╭──

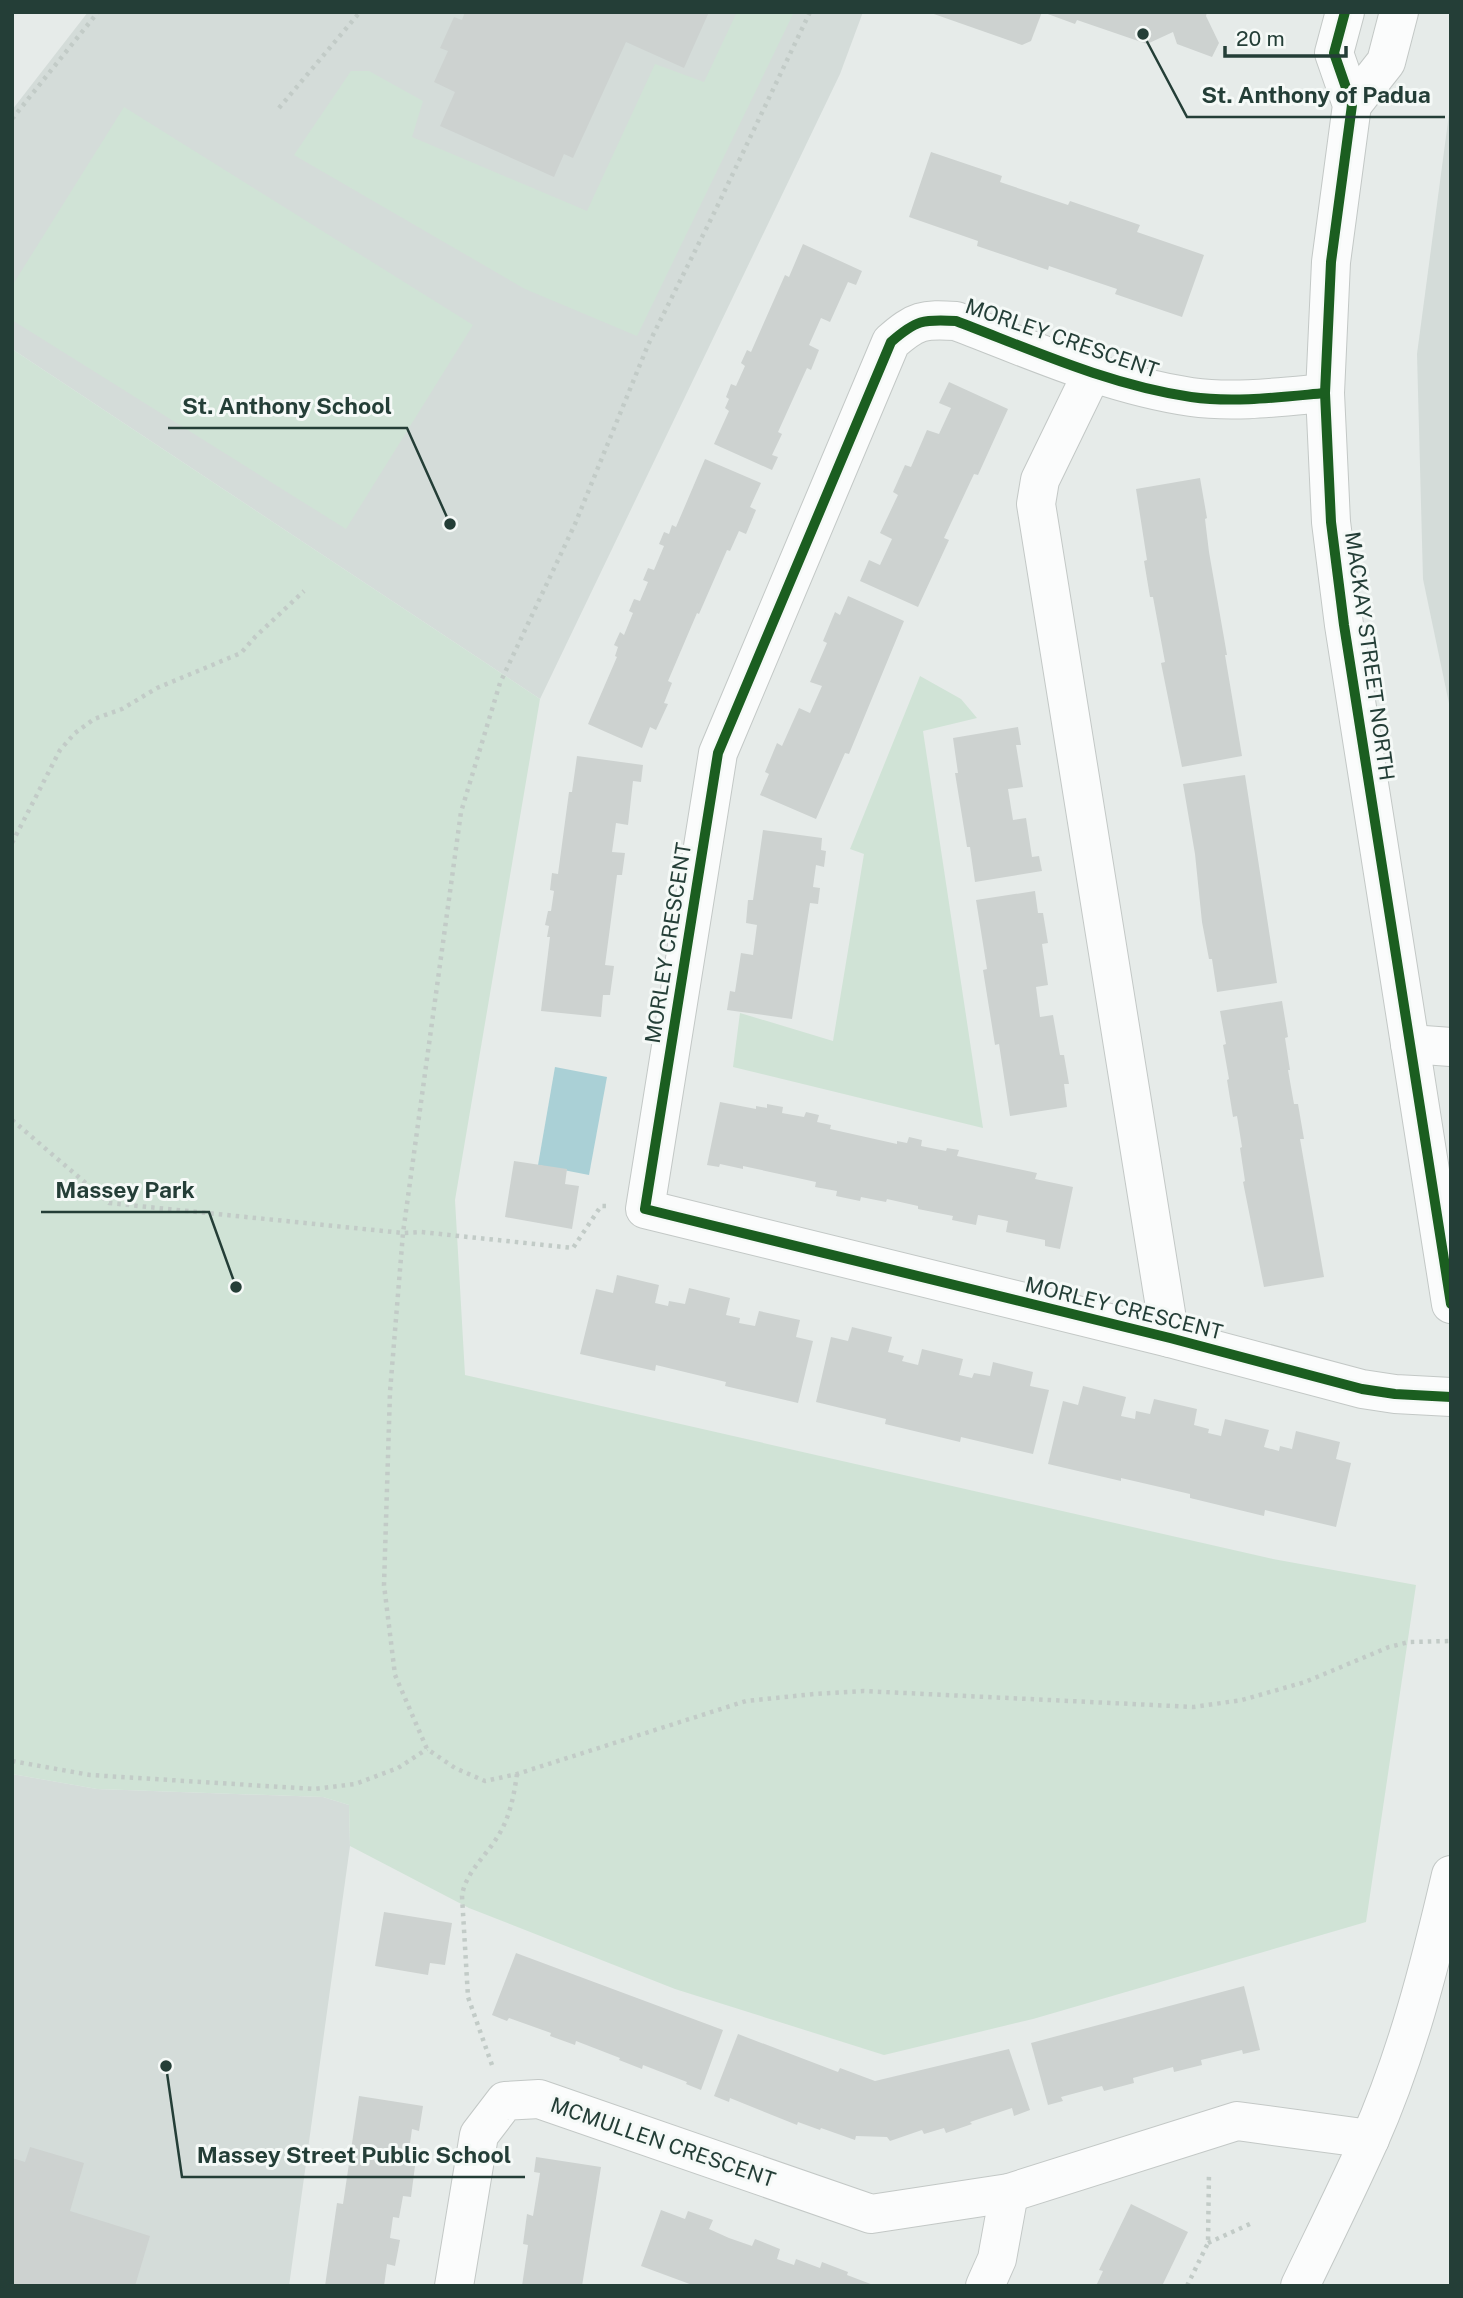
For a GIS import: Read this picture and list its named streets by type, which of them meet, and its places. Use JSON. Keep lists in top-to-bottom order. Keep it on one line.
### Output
{"streets":{"street":["MORLEY CRESCENT","MACKAY STREET NORTH","MCMULLEN CRESCENT"]},"crossings":[["MORLEY CRESCENT","MACKAY STREET NORTH"]],"places":["St. Anthony of Padua","St. Anthony School","Massey Park","Massey Street Public School"],"scale_bar":"20 m"}
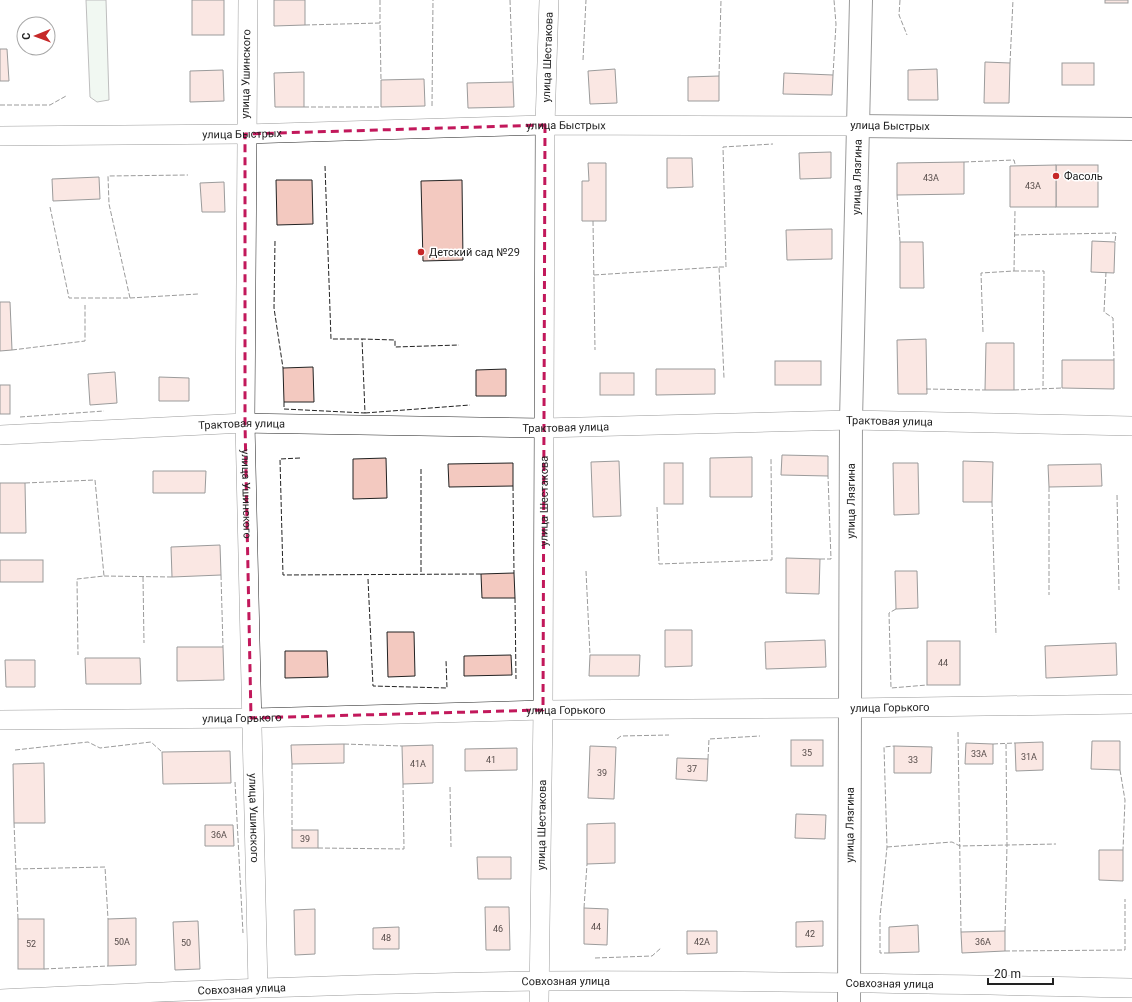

╰──

**ACTION ITEM:**
All of the data needs repeating exactly, but the pictures do not.

**OUTPUT FOR THIS TASK:**
For a GIS import: Read this picture and list its named streets by type, which of them meet, and its places. Use JSON. Keep lists in top-to-bottom order. Keep it on one line.
### Output
{"streets":{"street":["MORLEY CRESCENT","MACKAY STREET NORTH","MCMULLEN CRESCENT"]},"crossings":[["MORLEY CRESCENT","MACKAY STREET NORTH"]],"places":["St. Anthony of Padua","St. Anthony School","Massey Park","Massey Street Public School"],"scale_bar":"20 m"}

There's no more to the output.